■ **RECORDS PROVIDED**:
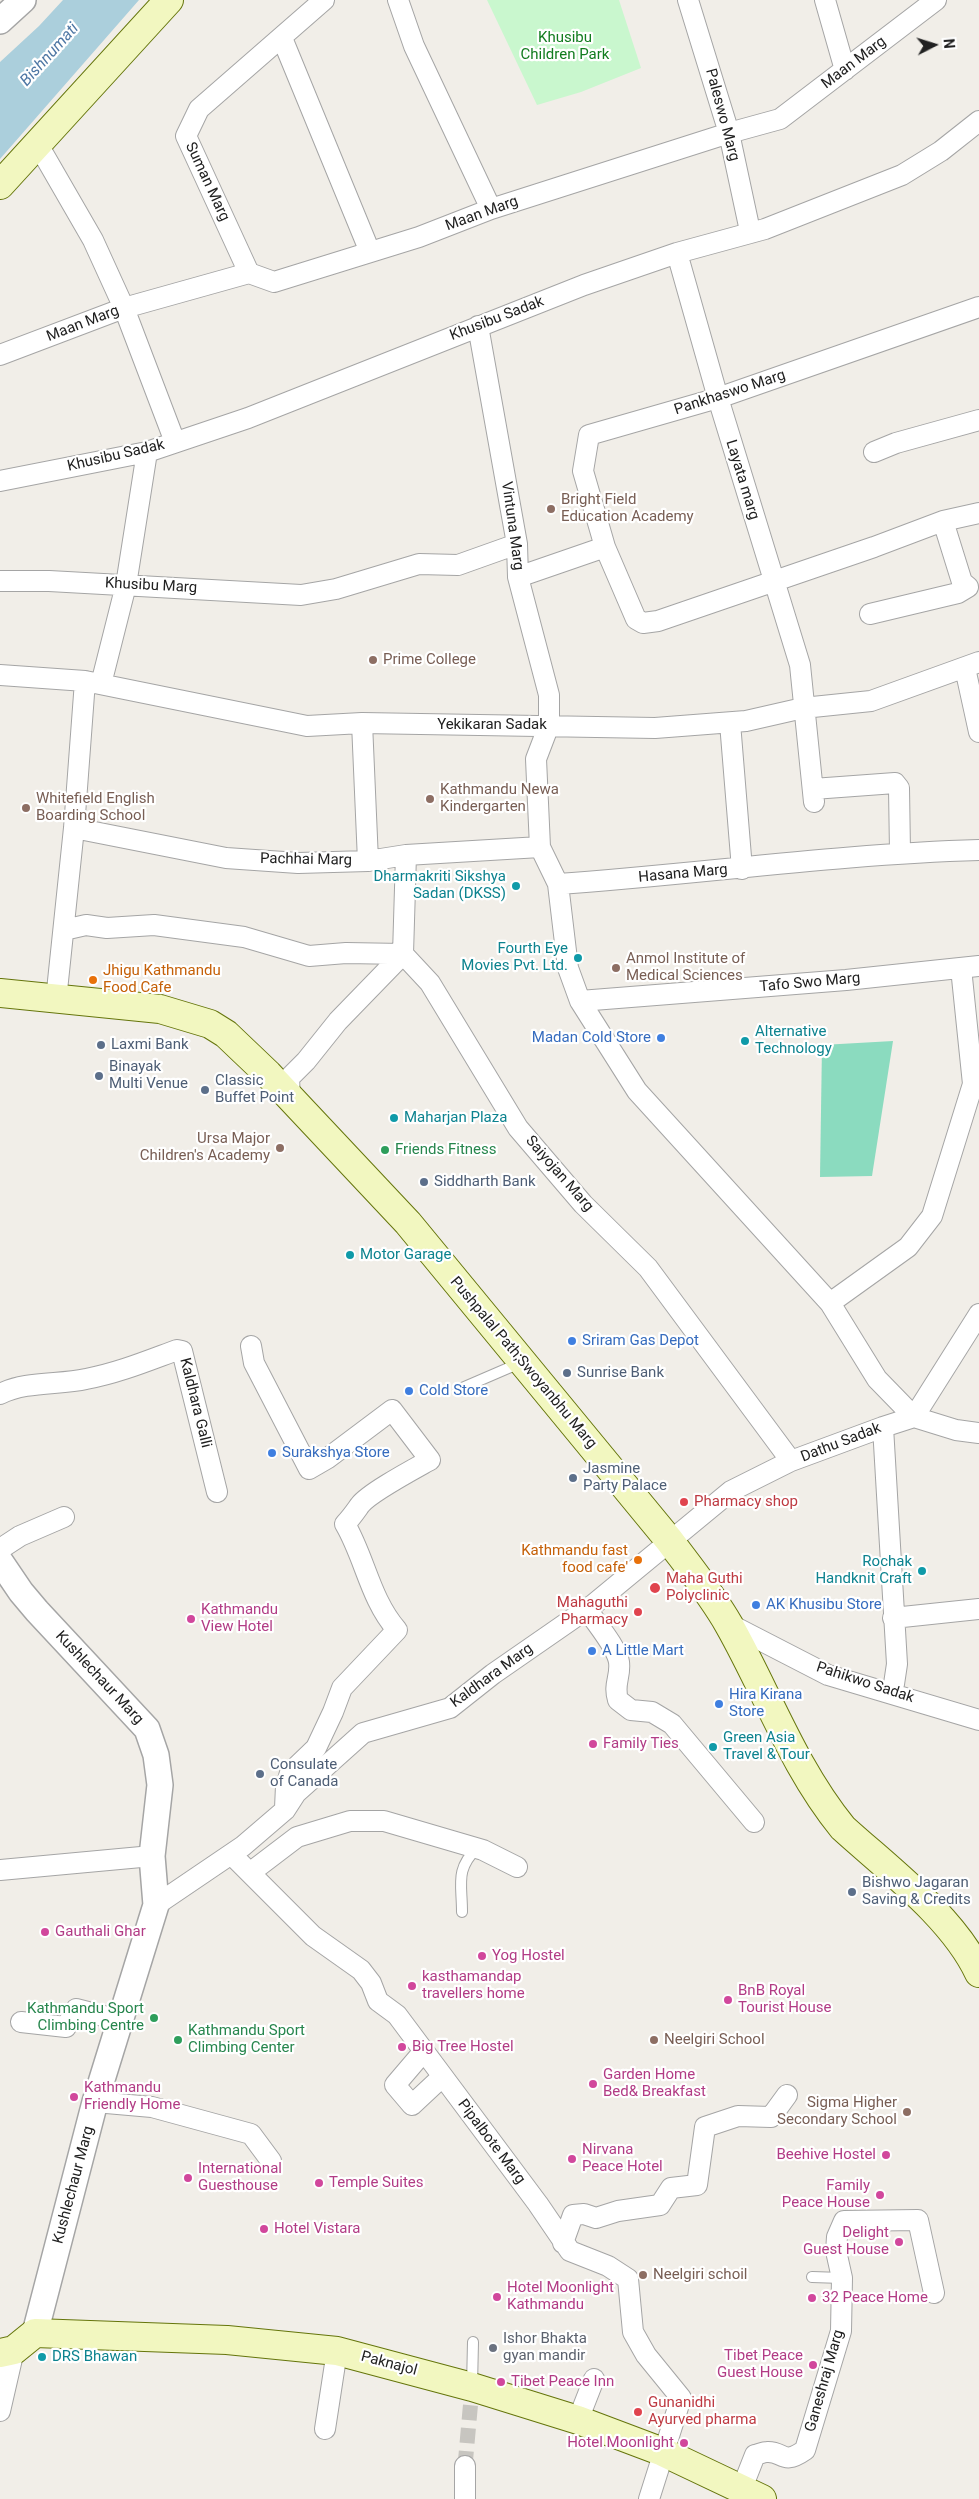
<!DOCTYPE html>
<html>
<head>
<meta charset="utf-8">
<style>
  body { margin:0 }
  #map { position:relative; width:979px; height:2499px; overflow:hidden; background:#f1eee8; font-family:Roboto,sans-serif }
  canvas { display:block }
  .north { position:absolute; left:909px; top:20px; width:50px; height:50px; -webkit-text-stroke:4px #fff; paint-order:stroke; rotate:85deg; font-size:14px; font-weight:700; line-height:20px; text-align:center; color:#212121 }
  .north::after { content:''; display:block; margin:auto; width:18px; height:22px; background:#212121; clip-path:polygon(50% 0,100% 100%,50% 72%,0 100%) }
</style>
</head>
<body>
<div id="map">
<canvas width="979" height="2499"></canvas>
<div class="north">N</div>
</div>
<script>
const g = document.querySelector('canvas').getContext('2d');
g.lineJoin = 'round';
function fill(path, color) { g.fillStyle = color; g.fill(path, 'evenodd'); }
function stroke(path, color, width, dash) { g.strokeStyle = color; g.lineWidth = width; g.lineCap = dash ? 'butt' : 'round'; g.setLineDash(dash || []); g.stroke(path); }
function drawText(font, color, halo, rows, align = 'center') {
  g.font = font + ' Roboto,sans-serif'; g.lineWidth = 4.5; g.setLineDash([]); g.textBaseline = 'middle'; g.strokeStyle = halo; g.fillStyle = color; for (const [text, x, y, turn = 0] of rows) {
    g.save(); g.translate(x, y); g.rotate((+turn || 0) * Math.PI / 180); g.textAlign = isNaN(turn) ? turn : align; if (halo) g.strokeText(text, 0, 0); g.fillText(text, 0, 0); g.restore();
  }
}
fill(new Path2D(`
  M 487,0 L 619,0 L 641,68 L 581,92 L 537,105 Z`), '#c9f7ce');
fill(new Path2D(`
  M 893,1041 L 872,1176 L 820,1177 L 822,1045 Z`), '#8bdbbf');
fill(new Path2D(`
  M 63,0 L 139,0 L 0,159 L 0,62 L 39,26 Z`), '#abcfdc');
stroke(new Path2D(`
  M 465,2466 L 472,2388`), '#c7c5c0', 15, [15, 8]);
const service = new Path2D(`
  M 462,1388 L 520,1363
  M 462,1912 C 462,1883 455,1870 477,1848
  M 812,2277 L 842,2278
  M 472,2386 L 473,2342`);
const minor = new Path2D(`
  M 398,0 L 414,46 L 491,209
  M 688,0 L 729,133 L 750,231
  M 825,0 L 845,70
  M 282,38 L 370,252
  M 37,143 L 93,240 L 124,308 L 175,442
  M 677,253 L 718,398 L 800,665 L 814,802
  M 249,273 L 274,282 L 419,237 L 491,209 L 729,133 L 780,119 L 936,0
  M 249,273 L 186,136 L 199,109 L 324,0
  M 979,307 L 718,398 L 589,435 L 583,471 L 605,547 L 636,619 L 643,623 L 658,621 L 874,547 L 943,521 L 979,513
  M 478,326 L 517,544 L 518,577 L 549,695 L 549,725 L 536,759 L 540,847 L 558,884 L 568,968 L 580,1001 L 637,1091 L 830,1303 L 877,1379 L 914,1417 L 956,1430 L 979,1433
  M 0,355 L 124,308 L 249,273
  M 874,452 L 896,443 L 979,420
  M 0,481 L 147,452 L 248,418 L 584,285 L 677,253 L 765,229 L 902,175 L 941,151 L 979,121
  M 518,577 L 605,547
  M 0,581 L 49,581 L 301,595 L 336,589 L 419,564 L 458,565 L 517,544
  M 870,614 L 958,593 L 968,587 L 962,582 L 943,521
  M 965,668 L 979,732
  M 0,675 L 85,681 L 307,726 L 362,723 L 655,728 L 746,721 L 803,708 L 871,701 L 979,662
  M 101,684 L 126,585 L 147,452
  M 362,723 L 368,861
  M 730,723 L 742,869
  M 813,789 L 895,783 L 899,788 L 900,852
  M 74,828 L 226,858 L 298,863 L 368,861 L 406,855 L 540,847
  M 406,855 L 403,954 L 430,983 L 518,1128 L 583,1204 L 648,1268 L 791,1461
  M 558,884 C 699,874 838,854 979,850
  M 64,930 L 86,925 L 107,928 L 154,925 L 244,937 L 309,956 L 346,953 L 403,954
  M 56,1000 L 74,828 L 85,681
  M 580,1001 L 846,980 L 979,966
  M 290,1098 L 289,1078 L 306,1061 L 338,1021 L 403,954
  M 830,1303 L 908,1247 L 932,1216 L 973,1084 L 961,968
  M 251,1346 L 254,1363 L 309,1469 L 328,1458 L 392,1410 L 430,1460 C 414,1469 369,1493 360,1505 C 355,1512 351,1518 345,1524 C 365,1558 370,1599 397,1630 L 342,1688 L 333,1712 L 316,1748 L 290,1773 L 286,1786 L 285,1808
  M 0,1394 C 26,1381 59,1385 86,1379 C 118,1373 147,1361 177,1350 L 182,1351 L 217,1492
  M 883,1427 L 897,1664 L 894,1684 L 889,1691
  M 0,1549 L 20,1536 L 64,1517
  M 587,1609 C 595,1622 617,1647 619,1662 C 621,1677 613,1684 618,1700 L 631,1710 L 652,1712 L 672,1724 L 754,1822
  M 893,1618 L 979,1609
  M 729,1624 L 828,1675 L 979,1720
  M 232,1855 L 313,1936 L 361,1970 L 371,1983 L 378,2001 L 397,2015 L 538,2204 L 570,2251 L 608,2266 L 628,2279 L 633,2332 L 646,2355 L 681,2398 L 649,2499
  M 0,1870 L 152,1856
  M 251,1872 L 297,1837 L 350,1821 L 384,1821 L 483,1850 L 517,1867
  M 156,1905 L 243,1846 L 285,1810 L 296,1793 L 363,1733 L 450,1708 L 493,1674 L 594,1604 L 731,1491 L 791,1461 L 883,1427 L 914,1417 L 979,1314
  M 21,2022 L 66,2027 L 76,2009 L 119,2020
  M 424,2051 L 395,2085 L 412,2105 L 442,2077
  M 95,2102 L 152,2107 L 251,2134 L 271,2161
  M 563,2243 L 573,2215 L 584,2214 L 596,2218 L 618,2211 L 660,2205 L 671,2188 L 697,2185 L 705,2127 L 738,2116 L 771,2117 L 787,2095
  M 0,2411 L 14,2350
  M 578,2420 L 594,2379
  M 325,2429 L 337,2351
  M 465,2466 L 465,2499
  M 742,2488 L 755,2455 C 759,2454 764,2452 767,2452 C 784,2451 782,2466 805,2450 L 841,2331 L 842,2278 L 836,2251 L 837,2237 L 844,2221 L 918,2220 L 934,2293`);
const tertiary = new Path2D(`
  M 0,21 L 23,0
  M 0,1561 L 21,1592 L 37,1611 L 147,1729 L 156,1755 L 160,1785 L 152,1856 L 156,1905 L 95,2102 L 35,2333`);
const secondary = new Path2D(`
  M 0,185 L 169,0
  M 0,993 L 160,1009 L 210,1024 L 226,1034 L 268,1074 L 408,1223 L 669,1540 C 690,1568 712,1595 729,1625 C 767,1692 793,1767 843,1828 C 888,1869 953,1917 979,1973
  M 0,2353 L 14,2350 L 35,2333 L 227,2340 L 337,2351 L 472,2387 L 578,2420 L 663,2452 L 762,2499`);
stroke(service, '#a5a5a5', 12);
stroke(minor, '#a5a5a5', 22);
stroke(tertiary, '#a5a5a5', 28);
stroke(secondary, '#65750b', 30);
stroke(service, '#fff', 10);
stroke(minor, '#fff', 20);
stroke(tertiary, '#fff', 25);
stroke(secondary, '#f2f7c0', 28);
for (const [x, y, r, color] of [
  [551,509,5,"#8d6e63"],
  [373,660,5,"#8d6e63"],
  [430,799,5,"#8d6e63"],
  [26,808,5,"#8d6e63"],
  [516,886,5,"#0f9aa8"],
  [578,958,5,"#0f9aa8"],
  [616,968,5,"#8d6e63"],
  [93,980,5,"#e8710a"],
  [661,1038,5,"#3f7fe0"],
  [745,1041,5,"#0f9aa8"],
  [101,1045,5,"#5c6f8a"],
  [99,1076,5,"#5c6f8a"],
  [205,1090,5,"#5c6f8a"],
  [394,1118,5,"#0f9aa8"],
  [280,1148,5,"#8d6e63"],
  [385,1150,5,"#2e9e5b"],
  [424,1182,5,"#5c6f8a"],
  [350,1255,5,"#0f9aa8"],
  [572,1341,5,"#3f7fe0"],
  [567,1373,5,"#5c6f8a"],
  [409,1391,5,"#3f7fe0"],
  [272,1453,5,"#3f7fe0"],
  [573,1478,5,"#5c6f8a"],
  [684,1502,5,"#e0444e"],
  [638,1560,5,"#e8710a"],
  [922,1571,5,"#0f9aa8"],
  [655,1588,6,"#e0444e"],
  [756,1605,5,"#3f7fe0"],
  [638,1612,5,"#e0444e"],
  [191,1619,5,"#d1479c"],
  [592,1651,5,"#3f7fe0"],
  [719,1704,5,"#3f7fe0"],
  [593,1744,5,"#d1479c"],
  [713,1747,5,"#0f9aa8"],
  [260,1774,5,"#5c6f8a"],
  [852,1892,5,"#5c6f8a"],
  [45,1932,5,"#d1479c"],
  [482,1956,5,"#d1479c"],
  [412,1986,5,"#d1479c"],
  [728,2000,5,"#d1479c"],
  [154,2018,5,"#2e9e5b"],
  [178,2040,5,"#2e9e5b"],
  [654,2040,5,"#8d6e63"],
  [402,2047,5,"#d1479c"],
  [593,2084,5,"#d1479c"],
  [74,2097,5,"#d1479c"],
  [907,2112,5,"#8d6e63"],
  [886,2155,5,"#d1479c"],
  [572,2159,5,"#d1479c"],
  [188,2178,5,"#d1479c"],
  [319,2183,5,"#d1479c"],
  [880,2195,5,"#d1479c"],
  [264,2229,5,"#d1479c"],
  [899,2242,5,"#d1479c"],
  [643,2275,5,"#8d6e63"],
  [497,2297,5,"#d1479c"],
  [812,2298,5,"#d1479c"],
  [493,2348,5,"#6b7280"],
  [42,2357,5,"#0f9aa8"],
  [813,2365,5,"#d1479c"],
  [501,2382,5,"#d1479c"],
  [638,2412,5,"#e0444e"],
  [684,2443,5,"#d1479c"]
]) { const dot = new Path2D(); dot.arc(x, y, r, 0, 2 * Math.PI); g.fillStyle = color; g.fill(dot); stroke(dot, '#fff', 2); }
drawText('15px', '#127c1f', '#fff', [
  ["Khusibu",565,38],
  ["Children Park",565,55]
]);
drawText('15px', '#212121', '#fff', [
  ["Maan Marg",854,63,-37],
  ["Paleswo Marg",722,115,75],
  ["Suman Marg",207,182,65],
  ["Maan Marg",482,214,-20],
  ["Khusibu Sadak",497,319,-21],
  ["Maan Marg",83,324,-21],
  ["Pankhaswo Marg",730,393,-18],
  ["Khusibu Sadak",116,456,-13],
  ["Layata marg",742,480,73],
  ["Vintuna Marg",512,526,82],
  ["Khusibu Marg",151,586,3],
  ["Yekikaran Sadak",492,725],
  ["Pachhai Marg",306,860,1],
  ["Hasana Marg",683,874,-5],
  ["Tafo Swo Marg",810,983,-5],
  ["Saiyojan Marg",559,1174,49],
  ["Pushpalal Path;Swoyanbhu Marg",523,1363,50],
  ["Kaldhara Galli",195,1403,76],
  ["Dathu Sadak",841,1443,-21],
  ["Kaldhara Marg",492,1676,-36],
  ["Kushlechaur Marg",99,1678,47],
  ["Pahikwo Sadak",865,1683,18],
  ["Pipalbote Marg",491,2142,53],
  ["Kushlechaur Marg",74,2185,-75],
  ["Paknajol",389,2364,15],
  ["Ganeshraj Marg",825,2381,-74]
]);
drawText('15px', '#785e54', '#fff', [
  ["Bright Field",561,500],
  ["Education Academy",561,517],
  ["Prime College",383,660],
  ["Kathmandu Newa",440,790],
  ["Kindergarten",440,807],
  ["Whitefield English",36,799],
  ["Boarding School",36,816],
  ["Anmol Institute of",626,959],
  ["Medical Sciences",626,976],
  ["Ursa Major",270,1139,"right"],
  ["Children's Academy",270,1156,"right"],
  ["Neelgiri School",664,2040],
  ["Sigma Higher",897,2103,"right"],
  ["Secondary School",897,2120,"right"],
  ["Neelgiri schoil",653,2275]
], 'left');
drawText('15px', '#0d838f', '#fff', [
  ["Dharmakriti Sikshya",506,877,"right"],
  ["Sadan (DKSS)",506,894,"right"],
  ["Fourth Eye",568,949,"right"],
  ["Movies Pvt. Ltd.",568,966,"right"],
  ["Alternative",755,1032],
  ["Technology",755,1049],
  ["Maharjan Plaza",404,1118],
  ["Motor Garage",360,1255],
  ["Rochak",912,1562,"right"],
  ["Handknit Craft",912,1579,"right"],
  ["Green Asia",723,1738],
  ["Travel & Tour",723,1755],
  ["DRS Bhawan",52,2357]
], 'left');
drawText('15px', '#c56008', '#fff', [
  ["Jhigu Kathmandu",103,971],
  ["Food Cafe",103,988],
  ["Kathmandu fast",628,1551,"right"],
  ["food cafe'",628,1568,"right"]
], 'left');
drawText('15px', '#366cbe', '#fff', [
  ["Madan Cold Store",651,1038,"right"],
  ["Sriram Gas Depot",582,1341],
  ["Cold Store",419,1391],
  ["Surakshya Store",282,1453],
  ["AK Khusibu Store",766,1605],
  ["A Little Mart",602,1651],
  ["Hira Kirana",729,1695],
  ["Store",729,1712]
], 'left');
drawText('15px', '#4e5e75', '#fff', [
  ["Laxmi Bank",111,1045],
  ["Binayak",109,1067],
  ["Multi Venue",109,1084],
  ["Classic",215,1081],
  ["Buffet Point",215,1098],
  ["Siddharth Bank",434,1182],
  ["Sunrise Bank",577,1373],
  ["Jasmine",583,1469],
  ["Party Palace",583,1486],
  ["Consulate",270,1765],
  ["of Canada",270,1782],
  ["Bishwo Jagaran",862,1883],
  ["Saving & Credits",862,1900]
], 'left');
drawText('15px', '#27864d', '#fff', [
  ["Friends Fitness",395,1150],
  ["Kathmandu Sport",144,2009,"right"],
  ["Climbing Centre",144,2026,"right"],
  ["Kathmandu Sport",188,2031],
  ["Climbing Center",188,2048]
], 'left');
drawText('15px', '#be3a42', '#fff', [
  ["Pharmacy shop",694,1502],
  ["Maha Guthi",666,1579],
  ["Polyclinic",666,1596],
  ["Mahaguthi",628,1603,"right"],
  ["Pharmacy",628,1620,"right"],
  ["Gunanidhi",648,2403],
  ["Ayurved pharma",648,2420]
], 'left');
drawText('15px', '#b23c85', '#fff', [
  ["Kathmandu",201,1610],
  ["View Hotel",201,1627],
  ["Family Ties",603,1744],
  ["Gauthali Ghar",55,1932],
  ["Yog Hostel",492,1956],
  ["kasthamandap",422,1977],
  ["travellers home",422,1994],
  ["BnB Royal",738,1991],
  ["Tourist House",738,2008],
  ["Big Tree Hostel",412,2047],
  ["Garden Home",603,2075],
  ["Bed& Breakfast",603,2092],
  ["Kathmandu",84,2088],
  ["Friendly Home",84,2105],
  ["Nirvana",582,2150],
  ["Peace Hotel",582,2167],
  ["Beehive Hostel",876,2155,"right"],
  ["International",198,2169],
  ["Guesthouse",198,2186],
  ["Temple Suites",329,2183],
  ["Family",870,2186,"right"],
  ["Peace House",870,2203,"right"],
  ["Hotel Vistara",274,2229],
  ["Delight",889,2233,"right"],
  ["Guest House",889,2250,"right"],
  ["Hotel Moonlight",507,2288],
  ["Kathmandu",507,2305],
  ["32 Peace Home",822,2298],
  ["Tibet Peace",803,2356,"right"],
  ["Guest House",803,2373,"right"],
  ["Tibet Peace Inn",511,2382],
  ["Hotel Moonlight",674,2443,"right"]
], 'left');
drawText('15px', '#5b616d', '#fff', [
  ["Ishor Bhakta",503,2339],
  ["gyan mandir",503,2356]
], 'left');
drawText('italic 16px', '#4e77a4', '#fff', [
  ["Bishnumati",50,55,-48]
]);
</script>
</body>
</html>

■ **EXERCISE AIM**: Where in the records above does the word "canvas" appear? Copy each line that holds it.

■ **ANSWER BELOW**:
  canvas { display:block }
<canvas width="979" height="2499"></canvas>
const g = document.querySelector('canvas').getContext('2d');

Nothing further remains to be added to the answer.